このレーカン!はすごくブツ切りに感じました。
流れの中でさらっと軽いオチを入れ込むんじゃなくて、小ネタであってもイチイチ場面転換でオチを入れて、BGMに「ちゃんちゃん♪」みたいな音楽を流していたイメージ。
そしてそのブツ切りオチの後は、何事もなかったようにストーリーの続きを進めていたイメージ。
まさに4コマにそのまま静止画で声をつけてアニメ化したというべきか、もしくは紙芝居を見せられているというべきか…。
また、紙芝居だからこそ動きが不自然になっていたイメージ。
演出がこんな感じだから、作画もそれに合わせた静止画みたいな絵が多くなるじゃないですか。
例えば4コマという制限の中だったら、「いくぞー!」「おー!(全員)」みたいなシーンを1コマの中に収めてもそんなに不自然に感じませんよね?
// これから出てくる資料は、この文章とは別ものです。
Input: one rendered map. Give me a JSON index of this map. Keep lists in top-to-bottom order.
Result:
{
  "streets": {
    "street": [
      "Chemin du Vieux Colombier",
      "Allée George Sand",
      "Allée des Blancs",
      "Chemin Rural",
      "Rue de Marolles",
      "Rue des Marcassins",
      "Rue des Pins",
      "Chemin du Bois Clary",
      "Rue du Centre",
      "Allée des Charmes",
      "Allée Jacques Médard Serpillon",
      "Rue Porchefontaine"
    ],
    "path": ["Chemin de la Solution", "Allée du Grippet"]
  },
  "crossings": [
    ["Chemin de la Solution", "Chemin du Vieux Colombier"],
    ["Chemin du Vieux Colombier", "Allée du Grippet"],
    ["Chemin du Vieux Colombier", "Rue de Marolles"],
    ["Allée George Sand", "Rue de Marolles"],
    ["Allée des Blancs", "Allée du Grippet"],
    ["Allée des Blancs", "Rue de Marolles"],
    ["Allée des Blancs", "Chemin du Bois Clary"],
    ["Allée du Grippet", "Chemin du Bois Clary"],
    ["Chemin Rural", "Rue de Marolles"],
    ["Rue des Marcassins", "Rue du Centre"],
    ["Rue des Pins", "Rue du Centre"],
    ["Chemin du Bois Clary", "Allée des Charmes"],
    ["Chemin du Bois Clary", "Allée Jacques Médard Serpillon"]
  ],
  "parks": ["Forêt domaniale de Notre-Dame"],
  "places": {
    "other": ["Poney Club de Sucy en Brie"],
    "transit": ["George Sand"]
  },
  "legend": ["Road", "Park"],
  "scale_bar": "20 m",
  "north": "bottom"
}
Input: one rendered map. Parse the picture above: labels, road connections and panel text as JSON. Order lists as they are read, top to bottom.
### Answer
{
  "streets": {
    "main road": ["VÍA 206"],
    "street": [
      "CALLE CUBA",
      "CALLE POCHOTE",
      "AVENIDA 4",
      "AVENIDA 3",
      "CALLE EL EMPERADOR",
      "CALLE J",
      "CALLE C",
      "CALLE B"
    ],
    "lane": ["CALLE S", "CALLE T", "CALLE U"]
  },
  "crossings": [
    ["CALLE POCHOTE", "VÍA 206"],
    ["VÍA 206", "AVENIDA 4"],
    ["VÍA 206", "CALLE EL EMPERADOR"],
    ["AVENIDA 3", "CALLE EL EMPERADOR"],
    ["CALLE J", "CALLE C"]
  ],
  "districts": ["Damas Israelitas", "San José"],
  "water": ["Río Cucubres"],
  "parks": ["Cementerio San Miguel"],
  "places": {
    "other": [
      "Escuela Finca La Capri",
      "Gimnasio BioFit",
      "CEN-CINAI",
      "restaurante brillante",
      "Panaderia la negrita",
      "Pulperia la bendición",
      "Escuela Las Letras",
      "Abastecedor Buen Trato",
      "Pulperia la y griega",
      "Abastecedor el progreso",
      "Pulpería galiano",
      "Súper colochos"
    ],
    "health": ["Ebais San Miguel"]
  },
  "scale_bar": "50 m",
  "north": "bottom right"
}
でも、このシーンをアニメ化するならこれを1シーンに収めたら滑稽になると思いませんか?
最低でも2シーンに分けないと「流れ」が不自然になる気がしませんか?
自分が伝えたいイメージとしてはこんな感じです。
(※あくまで全編を通してこういう「イメージ」だった、ということで、こういうシーンが実際にあった、ということではありません)
上記点から、「作画」と「演出・場面転換」が相乗効果で悪いほうに行ってしまっていたアニメ化、という印象です。
また、これはついでですが、ヤンキーコンビのキャラデザだけはなんとかならなかったものなんでしょうか。
(ちなみに厳密には灼髪のメシアさんは元ヤンだが、上原さんのほうはヤンキーではない模様w)
これは聖剣使いの禁呪詠唱のときも触れましたが、前髪で完全に隠れているはずの目が透けるデザインは気持ち悪いですよ。
てゆーか、個人的にはどうしても受け入れられません。
…と思って、原作をブックオフで立ち読みしてみましたが、この2人のキャラデザは目が透けたり透けなかったりしている模様。
でも、透けている場面でも特に不自然さは感じなかったです。
これはマンガかアニメかの違い?それとも頭身の違い?それとも純粋にキャラデザの違い?
いずれにしても、マンガで不自然に感じなかったものをアニメで不自然に感じてしまうということは、少なくともアニメ用に変更されたキャラデザが私には受け入れがたいものだったということなのでしょう。
もう一つ思い出したので、ついでその2。
11~12話の物語にだけネタバレ感想。
{netabare}あれだけはダメでしょう。
天海さんがなんで霊感を一時的に失って、なんで霊感を取り戻せたかの説明が一切なし。
あまりにも説明不足だったので何か見逃したんじゃないかと思ったんですが、その認識で合っていたようで。
そしてちょっと調べてみたら、原作読者曰く「天海の霊感については原作でも謎の部分が多いから、アニメで下手に触れられなかったのだろう」とのこと。
いやいやいや、だったら最初からこんなエピソード入れるなって!
てゆーか、詳細なメカニズムは伏せながらであっても、代返侍あたりに「母上と会ったことによって天海殿の霊感が一時的に弱まっていたのでござるよ」とでも、適当なセリフを言わせときゃ良かったんじゃねーの!?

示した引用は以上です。